Activity ::
Where the data below shows a picture, leave that picture out and copy the rest exactly.

= = = =

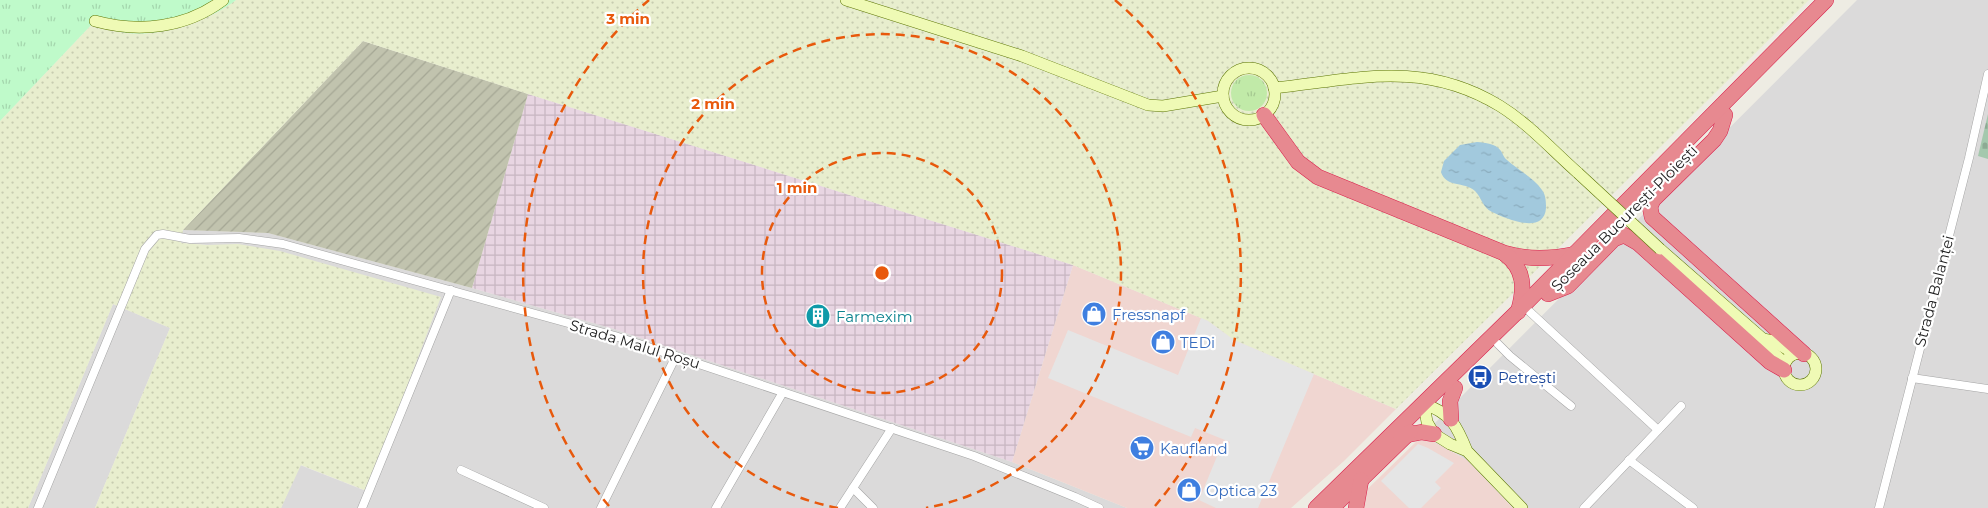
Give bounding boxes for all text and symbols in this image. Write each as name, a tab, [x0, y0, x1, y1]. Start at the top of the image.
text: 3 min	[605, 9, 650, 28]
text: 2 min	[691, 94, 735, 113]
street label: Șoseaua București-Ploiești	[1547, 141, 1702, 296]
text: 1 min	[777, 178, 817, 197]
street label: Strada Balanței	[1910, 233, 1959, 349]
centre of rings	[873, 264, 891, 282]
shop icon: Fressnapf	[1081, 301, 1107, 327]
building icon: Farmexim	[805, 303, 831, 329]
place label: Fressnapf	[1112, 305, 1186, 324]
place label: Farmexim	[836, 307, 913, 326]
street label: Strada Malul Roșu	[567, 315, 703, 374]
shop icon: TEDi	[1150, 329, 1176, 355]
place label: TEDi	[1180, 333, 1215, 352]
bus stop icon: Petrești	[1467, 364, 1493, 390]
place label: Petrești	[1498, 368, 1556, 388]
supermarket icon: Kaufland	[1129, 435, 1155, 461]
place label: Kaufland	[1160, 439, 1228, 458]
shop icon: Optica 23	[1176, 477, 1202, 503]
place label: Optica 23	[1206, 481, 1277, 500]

= = = =

Answer to this task ::
Give bounding boxes for all text and symbols in this image. Write each as name, a tab, [x0, y0, x1, y1]. Start at the top of the image.
text: 3 min	[605, 9, 650, 28]
text: 2 min	[691, 94, 735, 113]
street label: Șoseaua București-Ploiești	[1547, 141, 1702, 296]
text: 1 min	[777, 178, 817, 197]
street label: Strada Balanței	[1910, 233, 1959, 349]
centre of rings	[873, 264, 891, 282]
shop icon: Fressnapf	[1081, 301, 1107, 327]
building icon: Farmexim	[805, 303, 831, 329]
place label: Fressnapf	[1112, 305, 1186, 324]
place label: Farmexim	[836, 307, 913, 326]
street label: Strada Malul Roșu	[567, 315, 703, 374]
shop icon: TEDi	[1150, 329, 1176, 355]
place label: TEDi	[1180, 333, 1215, 352]
bus stop icon: Petrești	[1467, 364, 1493, 390]
place label: Petrești	[1498, 368, 1556, 388]
supermarket icon: Kaufland	[1129, 435, 1155, 461]
place label: Kaufland	[1160, 439, 1228, 458]
shop icon: Optica 23	[1176, 477, 1202, 503]
place label: Optica 23	[1206, 481, 1277, 500]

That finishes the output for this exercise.